This is a liberal versus conservative count, regardless of how you want to identify the labels. But in reality, you're looking at five-four, meaning that in this case, the Chief Justice of the United States, generally classified as a conservative and appointed as chief justice by Republican President George W. Bush, the chief was on the side of the four, rather than the five in this ruling, which meant that he ruled along with the three Democratically nominated justices, the three more liberal justices, upholding, at least to this extent, the ruling by the ninth circuit. But the five is greater than the four, and thus by a one-vote margin, this is a big victory for religious liberty. Basically, what has taken place here is that the Supreme Court of the United States says that the state of California was violating the religious liberty rights of California citizens, by saying that you could not have meetings in a house, including prayer meetings, Bible studies, or house church meetings, that would involve individuals from more than three families.

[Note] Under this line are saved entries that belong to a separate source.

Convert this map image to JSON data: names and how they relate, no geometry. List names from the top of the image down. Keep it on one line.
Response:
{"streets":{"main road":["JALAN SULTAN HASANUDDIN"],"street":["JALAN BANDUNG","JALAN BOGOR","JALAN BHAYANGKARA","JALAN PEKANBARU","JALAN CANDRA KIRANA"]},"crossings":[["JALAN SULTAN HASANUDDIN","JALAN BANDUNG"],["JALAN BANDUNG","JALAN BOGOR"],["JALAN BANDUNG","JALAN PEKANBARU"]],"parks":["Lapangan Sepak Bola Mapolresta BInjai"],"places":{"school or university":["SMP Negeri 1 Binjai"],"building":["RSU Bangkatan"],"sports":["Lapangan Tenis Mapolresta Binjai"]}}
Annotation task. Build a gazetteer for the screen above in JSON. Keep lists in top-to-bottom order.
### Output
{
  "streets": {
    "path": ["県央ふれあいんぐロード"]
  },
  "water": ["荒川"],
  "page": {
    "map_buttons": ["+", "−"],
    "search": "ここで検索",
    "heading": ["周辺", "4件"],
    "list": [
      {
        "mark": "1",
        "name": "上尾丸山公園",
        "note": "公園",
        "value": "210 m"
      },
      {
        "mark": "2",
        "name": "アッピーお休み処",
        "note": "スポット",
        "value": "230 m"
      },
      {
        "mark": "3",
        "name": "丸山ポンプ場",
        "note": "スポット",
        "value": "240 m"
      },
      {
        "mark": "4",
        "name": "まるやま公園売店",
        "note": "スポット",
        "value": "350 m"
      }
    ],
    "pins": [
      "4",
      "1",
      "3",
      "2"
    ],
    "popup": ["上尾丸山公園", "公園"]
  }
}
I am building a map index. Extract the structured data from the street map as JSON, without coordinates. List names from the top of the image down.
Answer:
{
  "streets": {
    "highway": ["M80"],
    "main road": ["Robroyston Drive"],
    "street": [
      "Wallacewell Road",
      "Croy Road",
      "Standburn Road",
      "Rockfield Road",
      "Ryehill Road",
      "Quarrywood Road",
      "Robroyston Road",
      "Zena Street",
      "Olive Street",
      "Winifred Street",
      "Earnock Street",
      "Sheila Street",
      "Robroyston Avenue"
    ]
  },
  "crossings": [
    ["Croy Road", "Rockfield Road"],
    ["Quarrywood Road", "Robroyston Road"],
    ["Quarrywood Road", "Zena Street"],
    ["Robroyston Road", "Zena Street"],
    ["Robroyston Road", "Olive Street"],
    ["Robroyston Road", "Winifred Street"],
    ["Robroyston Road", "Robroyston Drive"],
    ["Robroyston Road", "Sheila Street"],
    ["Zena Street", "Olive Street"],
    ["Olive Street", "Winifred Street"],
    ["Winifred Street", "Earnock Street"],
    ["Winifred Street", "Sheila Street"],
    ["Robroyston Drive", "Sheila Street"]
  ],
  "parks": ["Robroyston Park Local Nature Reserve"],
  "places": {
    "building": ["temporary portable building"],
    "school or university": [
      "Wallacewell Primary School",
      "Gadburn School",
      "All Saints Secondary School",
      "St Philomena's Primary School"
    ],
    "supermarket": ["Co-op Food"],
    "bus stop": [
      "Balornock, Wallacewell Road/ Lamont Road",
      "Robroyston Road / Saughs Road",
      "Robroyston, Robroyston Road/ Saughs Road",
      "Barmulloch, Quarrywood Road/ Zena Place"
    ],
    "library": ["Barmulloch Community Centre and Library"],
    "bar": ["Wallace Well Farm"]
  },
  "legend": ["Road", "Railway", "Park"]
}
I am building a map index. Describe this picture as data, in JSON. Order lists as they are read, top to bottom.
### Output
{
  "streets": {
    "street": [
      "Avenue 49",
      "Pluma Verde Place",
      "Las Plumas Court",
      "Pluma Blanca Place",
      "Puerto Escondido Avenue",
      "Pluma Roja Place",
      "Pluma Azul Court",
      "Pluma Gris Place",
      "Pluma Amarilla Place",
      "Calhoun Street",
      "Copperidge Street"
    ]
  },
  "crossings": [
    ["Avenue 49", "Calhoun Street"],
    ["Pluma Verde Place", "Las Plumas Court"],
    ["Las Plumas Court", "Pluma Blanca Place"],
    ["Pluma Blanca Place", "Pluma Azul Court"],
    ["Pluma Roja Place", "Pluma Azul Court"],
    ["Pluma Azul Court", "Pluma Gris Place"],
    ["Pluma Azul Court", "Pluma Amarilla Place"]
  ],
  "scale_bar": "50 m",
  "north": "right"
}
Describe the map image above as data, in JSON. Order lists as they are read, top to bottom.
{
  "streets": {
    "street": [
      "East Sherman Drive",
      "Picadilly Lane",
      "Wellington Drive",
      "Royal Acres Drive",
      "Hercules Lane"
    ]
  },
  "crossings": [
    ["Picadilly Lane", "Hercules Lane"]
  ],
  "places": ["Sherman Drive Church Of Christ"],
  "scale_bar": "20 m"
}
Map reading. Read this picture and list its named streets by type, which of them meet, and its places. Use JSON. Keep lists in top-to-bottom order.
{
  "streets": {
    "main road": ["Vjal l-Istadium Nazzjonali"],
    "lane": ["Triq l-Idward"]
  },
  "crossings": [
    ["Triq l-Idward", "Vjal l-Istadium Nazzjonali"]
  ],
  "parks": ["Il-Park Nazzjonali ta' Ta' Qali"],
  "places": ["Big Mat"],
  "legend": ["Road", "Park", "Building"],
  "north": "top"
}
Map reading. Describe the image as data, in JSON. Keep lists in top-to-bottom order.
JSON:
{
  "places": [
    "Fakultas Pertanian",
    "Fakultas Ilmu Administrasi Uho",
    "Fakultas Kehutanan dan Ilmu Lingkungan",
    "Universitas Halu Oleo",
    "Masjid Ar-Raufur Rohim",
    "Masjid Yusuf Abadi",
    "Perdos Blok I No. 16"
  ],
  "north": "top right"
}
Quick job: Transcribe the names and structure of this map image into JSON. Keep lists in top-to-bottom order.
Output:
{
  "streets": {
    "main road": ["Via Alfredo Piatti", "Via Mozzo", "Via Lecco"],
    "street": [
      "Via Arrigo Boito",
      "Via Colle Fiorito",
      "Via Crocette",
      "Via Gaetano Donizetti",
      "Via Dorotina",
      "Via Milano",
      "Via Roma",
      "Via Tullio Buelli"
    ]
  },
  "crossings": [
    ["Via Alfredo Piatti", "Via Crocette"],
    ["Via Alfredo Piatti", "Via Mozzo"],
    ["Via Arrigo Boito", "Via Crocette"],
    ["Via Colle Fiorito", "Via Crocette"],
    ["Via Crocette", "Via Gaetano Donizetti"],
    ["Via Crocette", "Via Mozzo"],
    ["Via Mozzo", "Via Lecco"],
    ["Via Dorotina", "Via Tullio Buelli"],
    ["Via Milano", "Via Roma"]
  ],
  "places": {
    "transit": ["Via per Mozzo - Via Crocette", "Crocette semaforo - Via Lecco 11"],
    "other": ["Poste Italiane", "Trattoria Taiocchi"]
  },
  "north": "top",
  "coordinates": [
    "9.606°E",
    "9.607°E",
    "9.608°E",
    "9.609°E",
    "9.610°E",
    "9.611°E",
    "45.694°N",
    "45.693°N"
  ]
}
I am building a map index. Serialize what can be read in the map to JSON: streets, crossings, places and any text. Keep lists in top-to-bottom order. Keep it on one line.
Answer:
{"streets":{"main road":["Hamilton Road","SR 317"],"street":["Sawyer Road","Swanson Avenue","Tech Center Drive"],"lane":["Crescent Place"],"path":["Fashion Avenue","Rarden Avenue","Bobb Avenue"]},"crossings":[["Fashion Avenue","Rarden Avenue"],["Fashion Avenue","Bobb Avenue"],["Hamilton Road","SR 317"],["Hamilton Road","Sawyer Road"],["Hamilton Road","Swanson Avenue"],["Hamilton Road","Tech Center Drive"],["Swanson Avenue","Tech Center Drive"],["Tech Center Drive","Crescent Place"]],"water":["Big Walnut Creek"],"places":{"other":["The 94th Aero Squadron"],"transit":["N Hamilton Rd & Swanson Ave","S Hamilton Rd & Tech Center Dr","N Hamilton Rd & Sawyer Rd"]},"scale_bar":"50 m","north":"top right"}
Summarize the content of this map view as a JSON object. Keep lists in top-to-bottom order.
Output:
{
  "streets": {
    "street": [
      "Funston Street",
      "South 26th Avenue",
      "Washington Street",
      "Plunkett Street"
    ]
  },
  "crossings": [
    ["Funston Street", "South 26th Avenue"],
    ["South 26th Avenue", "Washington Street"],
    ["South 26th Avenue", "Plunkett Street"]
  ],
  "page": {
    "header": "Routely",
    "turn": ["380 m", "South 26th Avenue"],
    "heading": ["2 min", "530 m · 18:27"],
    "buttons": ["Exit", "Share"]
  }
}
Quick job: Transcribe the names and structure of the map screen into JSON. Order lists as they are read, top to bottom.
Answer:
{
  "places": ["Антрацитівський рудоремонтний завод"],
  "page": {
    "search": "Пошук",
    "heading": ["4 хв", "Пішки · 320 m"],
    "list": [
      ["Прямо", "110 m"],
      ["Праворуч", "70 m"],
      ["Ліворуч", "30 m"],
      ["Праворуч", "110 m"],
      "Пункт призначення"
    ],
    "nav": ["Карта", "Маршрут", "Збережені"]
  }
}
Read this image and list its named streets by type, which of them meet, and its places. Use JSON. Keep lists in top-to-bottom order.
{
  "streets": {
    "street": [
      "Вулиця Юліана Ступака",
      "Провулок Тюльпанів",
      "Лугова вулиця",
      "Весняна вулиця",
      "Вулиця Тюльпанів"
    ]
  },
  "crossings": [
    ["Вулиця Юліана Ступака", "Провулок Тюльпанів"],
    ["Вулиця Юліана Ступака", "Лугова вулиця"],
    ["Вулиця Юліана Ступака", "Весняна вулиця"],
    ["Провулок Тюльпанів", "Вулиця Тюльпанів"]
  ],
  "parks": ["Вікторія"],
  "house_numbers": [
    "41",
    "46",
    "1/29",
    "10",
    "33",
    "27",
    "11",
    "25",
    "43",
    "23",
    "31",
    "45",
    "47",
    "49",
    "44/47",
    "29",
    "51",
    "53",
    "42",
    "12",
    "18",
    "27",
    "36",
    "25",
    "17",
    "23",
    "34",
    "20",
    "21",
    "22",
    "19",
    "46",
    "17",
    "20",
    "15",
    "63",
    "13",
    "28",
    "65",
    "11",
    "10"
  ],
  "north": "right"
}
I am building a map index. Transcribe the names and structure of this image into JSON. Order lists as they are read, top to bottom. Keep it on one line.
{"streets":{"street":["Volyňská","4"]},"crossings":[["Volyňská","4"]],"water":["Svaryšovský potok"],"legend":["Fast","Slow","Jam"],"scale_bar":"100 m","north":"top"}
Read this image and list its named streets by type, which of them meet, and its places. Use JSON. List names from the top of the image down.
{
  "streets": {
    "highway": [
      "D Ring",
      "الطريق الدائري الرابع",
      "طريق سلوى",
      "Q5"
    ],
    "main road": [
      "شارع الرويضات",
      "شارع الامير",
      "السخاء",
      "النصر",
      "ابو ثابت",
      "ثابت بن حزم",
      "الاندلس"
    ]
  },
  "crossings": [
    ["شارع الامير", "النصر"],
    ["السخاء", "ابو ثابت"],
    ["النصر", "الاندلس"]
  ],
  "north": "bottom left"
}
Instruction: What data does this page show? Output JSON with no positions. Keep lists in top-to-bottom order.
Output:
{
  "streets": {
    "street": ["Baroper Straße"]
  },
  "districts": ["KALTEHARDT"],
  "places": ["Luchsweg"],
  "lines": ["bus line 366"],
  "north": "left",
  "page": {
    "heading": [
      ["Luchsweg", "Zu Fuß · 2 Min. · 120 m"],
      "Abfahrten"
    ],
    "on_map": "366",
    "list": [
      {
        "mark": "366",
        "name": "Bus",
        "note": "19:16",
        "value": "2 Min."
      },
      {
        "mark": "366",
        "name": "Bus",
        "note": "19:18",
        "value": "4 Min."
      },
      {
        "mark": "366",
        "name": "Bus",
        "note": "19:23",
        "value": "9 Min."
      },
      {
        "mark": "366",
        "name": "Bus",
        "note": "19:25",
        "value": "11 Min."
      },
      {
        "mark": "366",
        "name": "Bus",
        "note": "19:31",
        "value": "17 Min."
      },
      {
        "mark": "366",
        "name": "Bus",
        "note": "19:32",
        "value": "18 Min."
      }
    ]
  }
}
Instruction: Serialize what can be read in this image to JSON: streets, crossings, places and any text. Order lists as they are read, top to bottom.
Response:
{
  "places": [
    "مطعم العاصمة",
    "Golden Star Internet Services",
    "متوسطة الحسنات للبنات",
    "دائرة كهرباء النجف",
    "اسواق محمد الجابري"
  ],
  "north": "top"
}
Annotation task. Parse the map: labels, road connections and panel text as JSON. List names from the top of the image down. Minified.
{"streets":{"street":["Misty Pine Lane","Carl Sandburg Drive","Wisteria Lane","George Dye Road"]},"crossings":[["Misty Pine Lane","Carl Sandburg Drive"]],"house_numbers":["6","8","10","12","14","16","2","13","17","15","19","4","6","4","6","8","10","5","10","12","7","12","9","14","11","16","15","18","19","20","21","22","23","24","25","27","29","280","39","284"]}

Now, the state of California came back and argued that it's restriction did not violate religious liberty, because it was generally applicable. Now, in most cases, that argument of general applicability is quite important. It's not enough to indicate that a regulation, or a restriction, or a law is constitutional, but when it comes to religious Liberty, there must at least be the bare minimum of general applicability. But this ruling by the Supreme Court is so important because it indicates that general applicability is, even if generally right, not enough to justify a restriction on religious liberty. Now behind this is the legal principle that religious liberty, being clearly established in the US constitution under the bill of rights and the first amendment, the free exercise of religion being guaranteed, any kind of restriction on religious liberty requires what the court calls strict scrutiny.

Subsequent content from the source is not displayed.